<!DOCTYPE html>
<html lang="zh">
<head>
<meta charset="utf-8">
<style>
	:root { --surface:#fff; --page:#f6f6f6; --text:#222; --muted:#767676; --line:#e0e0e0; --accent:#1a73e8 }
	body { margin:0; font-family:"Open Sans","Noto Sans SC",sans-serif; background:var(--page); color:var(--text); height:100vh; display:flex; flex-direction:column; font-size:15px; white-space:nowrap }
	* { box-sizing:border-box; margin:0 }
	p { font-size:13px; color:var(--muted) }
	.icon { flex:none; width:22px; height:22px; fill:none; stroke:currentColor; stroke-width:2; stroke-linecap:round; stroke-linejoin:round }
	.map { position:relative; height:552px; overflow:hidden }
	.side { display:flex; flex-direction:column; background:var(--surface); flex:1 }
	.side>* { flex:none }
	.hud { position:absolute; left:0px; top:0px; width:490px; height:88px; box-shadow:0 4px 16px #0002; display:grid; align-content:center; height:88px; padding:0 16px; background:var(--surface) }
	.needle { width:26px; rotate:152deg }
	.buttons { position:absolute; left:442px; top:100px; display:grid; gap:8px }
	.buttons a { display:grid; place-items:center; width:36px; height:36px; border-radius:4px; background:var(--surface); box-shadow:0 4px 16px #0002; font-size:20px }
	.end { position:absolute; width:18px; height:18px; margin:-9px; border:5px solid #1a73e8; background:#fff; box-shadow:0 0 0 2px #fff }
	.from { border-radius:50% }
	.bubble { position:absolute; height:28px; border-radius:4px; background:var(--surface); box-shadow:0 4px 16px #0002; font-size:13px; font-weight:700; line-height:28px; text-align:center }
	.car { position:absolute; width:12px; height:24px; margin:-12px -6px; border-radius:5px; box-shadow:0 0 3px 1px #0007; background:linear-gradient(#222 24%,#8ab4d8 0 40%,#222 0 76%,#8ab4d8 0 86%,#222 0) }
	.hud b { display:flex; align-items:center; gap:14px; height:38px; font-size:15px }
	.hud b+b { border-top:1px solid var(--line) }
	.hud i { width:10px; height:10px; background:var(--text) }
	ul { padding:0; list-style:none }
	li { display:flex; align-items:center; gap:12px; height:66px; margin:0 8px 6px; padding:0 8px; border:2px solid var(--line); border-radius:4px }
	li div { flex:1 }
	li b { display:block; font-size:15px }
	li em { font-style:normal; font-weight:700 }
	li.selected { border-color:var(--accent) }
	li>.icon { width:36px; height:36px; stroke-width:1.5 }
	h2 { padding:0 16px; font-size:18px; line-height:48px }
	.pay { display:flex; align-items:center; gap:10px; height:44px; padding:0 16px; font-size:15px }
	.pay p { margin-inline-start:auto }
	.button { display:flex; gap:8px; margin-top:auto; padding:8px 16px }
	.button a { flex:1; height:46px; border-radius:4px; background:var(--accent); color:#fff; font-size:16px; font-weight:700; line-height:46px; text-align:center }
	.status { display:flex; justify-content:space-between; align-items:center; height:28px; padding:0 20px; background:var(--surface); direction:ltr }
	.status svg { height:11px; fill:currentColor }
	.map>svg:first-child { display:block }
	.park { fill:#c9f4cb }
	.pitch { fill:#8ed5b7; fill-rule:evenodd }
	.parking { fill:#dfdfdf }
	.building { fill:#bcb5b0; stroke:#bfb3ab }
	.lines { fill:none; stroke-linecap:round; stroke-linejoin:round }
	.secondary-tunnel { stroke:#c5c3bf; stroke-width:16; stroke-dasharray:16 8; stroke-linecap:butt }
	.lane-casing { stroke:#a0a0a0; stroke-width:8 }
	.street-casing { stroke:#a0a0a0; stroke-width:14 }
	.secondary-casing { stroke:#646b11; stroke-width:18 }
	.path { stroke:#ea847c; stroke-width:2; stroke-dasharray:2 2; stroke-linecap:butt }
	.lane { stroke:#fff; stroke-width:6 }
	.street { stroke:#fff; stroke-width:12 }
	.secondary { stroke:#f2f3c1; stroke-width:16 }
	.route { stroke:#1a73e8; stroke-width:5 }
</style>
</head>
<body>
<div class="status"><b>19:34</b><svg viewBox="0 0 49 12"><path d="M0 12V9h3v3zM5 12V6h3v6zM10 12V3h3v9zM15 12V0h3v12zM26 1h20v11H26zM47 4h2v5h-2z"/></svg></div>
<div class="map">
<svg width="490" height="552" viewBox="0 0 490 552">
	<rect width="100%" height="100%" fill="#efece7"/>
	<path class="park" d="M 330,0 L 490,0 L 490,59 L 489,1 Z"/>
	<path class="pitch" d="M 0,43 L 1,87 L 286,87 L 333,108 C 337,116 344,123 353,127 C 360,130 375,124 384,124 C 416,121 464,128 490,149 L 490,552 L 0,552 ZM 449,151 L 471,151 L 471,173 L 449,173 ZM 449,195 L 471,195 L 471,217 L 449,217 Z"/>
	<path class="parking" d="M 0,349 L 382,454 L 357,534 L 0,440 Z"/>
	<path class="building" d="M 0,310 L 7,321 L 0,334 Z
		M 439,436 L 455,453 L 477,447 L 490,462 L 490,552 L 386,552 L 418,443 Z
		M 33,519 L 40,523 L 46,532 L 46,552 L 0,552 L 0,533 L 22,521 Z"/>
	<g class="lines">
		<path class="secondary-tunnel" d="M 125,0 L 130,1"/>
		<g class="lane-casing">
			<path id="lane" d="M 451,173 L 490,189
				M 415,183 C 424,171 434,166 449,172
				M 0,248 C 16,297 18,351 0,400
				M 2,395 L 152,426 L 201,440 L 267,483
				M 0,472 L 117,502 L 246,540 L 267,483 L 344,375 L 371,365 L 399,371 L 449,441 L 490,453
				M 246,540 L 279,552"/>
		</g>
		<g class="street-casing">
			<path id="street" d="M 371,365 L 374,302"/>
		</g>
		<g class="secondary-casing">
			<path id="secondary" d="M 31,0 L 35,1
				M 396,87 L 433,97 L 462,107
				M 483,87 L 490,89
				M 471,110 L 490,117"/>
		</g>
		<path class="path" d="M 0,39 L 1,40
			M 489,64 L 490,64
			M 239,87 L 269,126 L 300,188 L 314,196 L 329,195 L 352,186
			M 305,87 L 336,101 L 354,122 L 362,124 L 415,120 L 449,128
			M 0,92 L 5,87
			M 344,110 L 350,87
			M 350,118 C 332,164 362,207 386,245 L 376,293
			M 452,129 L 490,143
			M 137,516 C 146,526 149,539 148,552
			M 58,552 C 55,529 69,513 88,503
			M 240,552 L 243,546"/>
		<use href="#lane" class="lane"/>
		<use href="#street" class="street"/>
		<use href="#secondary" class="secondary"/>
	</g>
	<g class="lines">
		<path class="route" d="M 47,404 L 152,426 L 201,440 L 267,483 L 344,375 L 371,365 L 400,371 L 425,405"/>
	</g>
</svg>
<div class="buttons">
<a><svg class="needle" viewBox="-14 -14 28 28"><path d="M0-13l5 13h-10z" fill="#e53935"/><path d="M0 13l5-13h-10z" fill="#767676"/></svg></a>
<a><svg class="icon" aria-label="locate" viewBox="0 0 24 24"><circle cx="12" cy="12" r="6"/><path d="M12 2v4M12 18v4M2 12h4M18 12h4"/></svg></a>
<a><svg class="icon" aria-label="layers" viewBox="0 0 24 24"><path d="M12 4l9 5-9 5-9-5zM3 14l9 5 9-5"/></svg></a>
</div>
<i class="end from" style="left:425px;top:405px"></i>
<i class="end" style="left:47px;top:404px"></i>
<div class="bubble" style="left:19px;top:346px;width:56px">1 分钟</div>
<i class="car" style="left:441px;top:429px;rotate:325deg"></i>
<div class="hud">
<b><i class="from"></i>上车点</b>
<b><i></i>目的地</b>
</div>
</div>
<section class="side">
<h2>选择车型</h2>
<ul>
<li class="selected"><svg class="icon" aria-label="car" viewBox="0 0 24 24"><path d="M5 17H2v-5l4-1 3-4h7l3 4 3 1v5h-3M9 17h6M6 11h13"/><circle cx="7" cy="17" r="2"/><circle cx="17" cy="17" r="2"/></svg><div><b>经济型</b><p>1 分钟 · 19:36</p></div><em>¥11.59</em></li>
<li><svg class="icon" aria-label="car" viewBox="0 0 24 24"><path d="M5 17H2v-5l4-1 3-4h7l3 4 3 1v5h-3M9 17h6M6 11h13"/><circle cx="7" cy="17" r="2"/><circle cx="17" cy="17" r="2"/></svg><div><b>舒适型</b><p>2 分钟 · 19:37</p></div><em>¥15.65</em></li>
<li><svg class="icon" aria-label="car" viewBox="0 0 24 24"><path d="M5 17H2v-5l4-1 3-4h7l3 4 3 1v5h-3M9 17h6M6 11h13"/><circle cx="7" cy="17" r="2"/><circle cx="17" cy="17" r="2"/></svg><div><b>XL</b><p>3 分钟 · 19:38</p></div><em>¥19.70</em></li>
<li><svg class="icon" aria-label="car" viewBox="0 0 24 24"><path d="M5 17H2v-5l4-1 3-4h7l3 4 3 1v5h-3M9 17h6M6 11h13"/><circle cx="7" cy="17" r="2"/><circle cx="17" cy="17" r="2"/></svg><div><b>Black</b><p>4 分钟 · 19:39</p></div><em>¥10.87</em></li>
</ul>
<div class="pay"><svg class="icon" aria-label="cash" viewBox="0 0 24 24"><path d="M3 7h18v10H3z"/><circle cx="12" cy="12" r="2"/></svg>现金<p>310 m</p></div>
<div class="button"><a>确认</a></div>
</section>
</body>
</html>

» WORK INSTRUCTION
For the string "none", show each line of the entries above where it occurs.

» ANSWER FOR THIS EXERCISE
	.icon { flex:none; width:22px; height:22px; fill:none; stroke:currentColor; stroke-width:2; stroke-linecap:round; stroke-linejoin:round }
	.side>* { flex:none }
	ul { padding:0; list-style:none }
	.lines { fill:none; stroke-linecap:round; stroke-linejoin:round }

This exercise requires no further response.